▶

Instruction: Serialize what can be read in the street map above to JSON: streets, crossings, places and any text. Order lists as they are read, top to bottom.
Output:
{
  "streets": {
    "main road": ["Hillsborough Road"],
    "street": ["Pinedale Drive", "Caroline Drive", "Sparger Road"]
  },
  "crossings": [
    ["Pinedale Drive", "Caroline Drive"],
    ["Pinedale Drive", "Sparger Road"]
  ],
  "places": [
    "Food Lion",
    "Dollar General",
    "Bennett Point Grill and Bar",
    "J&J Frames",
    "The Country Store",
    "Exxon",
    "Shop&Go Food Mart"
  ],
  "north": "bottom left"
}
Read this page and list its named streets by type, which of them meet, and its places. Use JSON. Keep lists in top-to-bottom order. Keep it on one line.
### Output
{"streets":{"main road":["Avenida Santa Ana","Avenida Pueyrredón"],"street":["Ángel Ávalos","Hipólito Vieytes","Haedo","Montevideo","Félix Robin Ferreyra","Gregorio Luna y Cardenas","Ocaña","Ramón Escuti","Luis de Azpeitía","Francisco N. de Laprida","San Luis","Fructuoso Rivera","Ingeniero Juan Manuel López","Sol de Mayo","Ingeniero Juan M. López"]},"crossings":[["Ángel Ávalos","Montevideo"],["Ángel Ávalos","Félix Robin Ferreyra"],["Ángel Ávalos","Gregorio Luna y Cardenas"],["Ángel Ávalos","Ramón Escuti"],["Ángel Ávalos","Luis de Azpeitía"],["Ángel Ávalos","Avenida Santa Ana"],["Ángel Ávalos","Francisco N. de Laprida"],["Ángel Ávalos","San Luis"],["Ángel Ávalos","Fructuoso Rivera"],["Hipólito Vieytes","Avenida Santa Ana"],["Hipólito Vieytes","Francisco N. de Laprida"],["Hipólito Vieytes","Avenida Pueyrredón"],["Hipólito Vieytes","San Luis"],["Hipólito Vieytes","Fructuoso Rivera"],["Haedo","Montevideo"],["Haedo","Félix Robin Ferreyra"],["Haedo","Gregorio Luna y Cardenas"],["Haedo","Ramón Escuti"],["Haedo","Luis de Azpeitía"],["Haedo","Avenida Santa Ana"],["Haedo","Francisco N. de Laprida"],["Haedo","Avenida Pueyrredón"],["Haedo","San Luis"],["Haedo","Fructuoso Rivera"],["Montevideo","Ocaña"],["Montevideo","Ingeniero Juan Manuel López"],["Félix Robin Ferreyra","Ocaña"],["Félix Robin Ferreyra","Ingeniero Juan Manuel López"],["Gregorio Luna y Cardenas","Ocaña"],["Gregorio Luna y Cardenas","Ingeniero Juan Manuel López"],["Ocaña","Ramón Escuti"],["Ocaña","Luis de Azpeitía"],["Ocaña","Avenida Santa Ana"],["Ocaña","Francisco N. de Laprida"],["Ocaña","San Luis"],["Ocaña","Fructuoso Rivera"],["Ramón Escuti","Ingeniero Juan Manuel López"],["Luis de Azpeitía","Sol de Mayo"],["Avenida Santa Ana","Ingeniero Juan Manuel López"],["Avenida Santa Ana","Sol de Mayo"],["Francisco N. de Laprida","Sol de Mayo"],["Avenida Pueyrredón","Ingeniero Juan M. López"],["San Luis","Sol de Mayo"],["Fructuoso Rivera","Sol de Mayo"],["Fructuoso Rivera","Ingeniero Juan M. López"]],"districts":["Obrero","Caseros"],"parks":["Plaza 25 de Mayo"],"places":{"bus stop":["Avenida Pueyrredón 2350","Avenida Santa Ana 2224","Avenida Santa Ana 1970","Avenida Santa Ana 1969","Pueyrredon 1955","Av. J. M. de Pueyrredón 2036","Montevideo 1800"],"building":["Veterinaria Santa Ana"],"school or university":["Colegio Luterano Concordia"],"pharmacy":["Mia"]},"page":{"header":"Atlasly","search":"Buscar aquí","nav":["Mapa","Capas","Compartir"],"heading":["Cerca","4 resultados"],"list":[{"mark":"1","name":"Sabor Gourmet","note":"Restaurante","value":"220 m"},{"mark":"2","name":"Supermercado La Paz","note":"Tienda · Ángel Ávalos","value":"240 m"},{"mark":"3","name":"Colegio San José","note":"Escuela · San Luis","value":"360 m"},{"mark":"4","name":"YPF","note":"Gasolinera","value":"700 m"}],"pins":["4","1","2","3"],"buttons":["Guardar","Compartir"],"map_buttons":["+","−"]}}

◀

Copy each line above that has the word "Sparger".

    "street": ["Pinedale Drive", "Caroline Drive", "Sparger Road"]
    ["Pinedale Drive", "Sparger Road"]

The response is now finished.